— Да, через два дня, — пояснил отец. — Герда, посиди с мамой и Йоном, нам надо поговорить. Я вышла из комнаты, но встала у двери, чтобы слышать их разговор. Я знаю, что подслушивать — не хорошо. Но еще хуже было бы оставить отца с этими людьми наедине.
— Что с домом и машиной?
— А что с ними не так? — он искренне удивился их вопросу.
— Кому они достанутся?
— Дом принадлежит Хельге, машина уйдет Герде. Больше у меня ничего нет, да и не нужно.
— А мы?
— Что вы?
— Арне, давай серьезно, — сказал брат, — мы уже не маленькие, как твоя дочка. Решим вопрос наследства и хорошо. С чего ты решил оставить весь дом им? Мы уже говорили тебе, что эти люди ужасны.
— Это моя дочь и моя жена, — отец сложил руки на груди и стал очень холоден. — Я думал, вы приедете проститься со мной, а не делить мое наследство.

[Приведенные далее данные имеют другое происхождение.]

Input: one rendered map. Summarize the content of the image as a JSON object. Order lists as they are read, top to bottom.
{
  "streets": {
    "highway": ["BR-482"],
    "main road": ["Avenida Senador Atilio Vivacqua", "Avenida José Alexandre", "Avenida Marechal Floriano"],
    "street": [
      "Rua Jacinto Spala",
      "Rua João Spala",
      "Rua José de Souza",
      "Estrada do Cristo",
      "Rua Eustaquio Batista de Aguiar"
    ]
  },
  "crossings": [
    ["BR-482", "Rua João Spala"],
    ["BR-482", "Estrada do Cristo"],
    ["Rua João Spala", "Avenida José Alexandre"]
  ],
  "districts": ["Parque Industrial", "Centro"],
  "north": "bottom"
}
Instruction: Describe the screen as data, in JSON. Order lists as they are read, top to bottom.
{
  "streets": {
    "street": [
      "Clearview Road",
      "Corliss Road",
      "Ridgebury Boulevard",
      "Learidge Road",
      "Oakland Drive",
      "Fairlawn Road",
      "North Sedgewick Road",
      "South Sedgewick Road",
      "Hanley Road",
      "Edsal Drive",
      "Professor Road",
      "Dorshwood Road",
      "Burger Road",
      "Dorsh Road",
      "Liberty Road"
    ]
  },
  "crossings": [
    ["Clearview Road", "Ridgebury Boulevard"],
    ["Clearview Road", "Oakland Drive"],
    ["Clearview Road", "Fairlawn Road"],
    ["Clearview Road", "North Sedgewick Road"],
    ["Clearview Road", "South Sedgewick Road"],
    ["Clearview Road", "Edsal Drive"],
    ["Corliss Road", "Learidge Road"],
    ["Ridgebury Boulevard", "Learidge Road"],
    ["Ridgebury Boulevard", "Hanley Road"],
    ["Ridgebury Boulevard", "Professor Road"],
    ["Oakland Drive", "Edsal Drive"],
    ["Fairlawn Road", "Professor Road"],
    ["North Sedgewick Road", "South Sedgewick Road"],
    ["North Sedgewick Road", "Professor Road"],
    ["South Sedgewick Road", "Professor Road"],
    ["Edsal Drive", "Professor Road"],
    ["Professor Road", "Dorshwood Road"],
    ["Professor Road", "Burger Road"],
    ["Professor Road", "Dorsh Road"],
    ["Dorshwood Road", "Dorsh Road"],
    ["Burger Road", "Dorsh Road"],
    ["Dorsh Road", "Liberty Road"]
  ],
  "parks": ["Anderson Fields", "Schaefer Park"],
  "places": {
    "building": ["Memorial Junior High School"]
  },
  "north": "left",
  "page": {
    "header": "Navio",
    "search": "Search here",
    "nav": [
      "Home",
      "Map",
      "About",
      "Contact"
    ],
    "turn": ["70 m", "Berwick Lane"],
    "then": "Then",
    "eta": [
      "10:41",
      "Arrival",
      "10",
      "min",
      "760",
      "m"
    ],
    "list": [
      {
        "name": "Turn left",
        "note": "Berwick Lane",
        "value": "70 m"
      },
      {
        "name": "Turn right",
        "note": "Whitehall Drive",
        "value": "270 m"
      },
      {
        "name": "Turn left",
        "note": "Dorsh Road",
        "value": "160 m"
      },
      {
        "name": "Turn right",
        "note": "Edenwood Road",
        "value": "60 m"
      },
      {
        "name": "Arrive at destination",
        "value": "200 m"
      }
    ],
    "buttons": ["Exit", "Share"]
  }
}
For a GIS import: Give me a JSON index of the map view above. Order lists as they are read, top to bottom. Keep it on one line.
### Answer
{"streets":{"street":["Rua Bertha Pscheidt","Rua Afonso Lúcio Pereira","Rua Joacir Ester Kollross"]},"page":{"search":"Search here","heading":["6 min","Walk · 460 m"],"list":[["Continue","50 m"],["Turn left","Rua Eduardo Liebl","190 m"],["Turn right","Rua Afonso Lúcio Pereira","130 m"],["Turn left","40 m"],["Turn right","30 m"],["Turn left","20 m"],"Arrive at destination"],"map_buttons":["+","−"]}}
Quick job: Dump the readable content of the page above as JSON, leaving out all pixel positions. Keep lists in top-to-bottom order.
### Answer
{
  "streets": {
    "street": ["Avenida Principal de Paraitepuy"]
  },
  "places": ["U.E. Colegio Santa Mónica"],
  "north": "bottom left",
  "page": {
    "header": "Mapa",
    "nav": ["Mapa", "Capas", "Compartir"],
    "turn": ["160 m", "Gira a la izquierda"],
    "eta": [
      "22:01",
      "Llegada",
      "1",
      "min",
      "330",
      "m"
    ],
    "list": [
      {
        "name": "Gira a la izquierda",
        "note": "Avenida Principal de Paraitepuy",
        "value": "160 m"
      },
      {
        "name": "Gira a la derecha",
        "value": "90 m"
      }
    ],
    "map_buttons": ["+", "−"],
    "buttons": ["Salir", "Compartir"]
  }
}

— Миллионы умирают каждый день, а вопрос с землей открыт всегда, — засмеялся парень. — Я думал, ты должен быть серьезеным. Раньше ты не был таким.
— Вот если бы, — начала сестра, — ты остался с…
— Заткнись, — холодно отозвался отец. — А теперь уходите из моего дома. Все трое. Я надеялся, что эта беседа будет другой. Очень жаль, что вы ехали издалека лишь для того, чтобы услышать эти слова.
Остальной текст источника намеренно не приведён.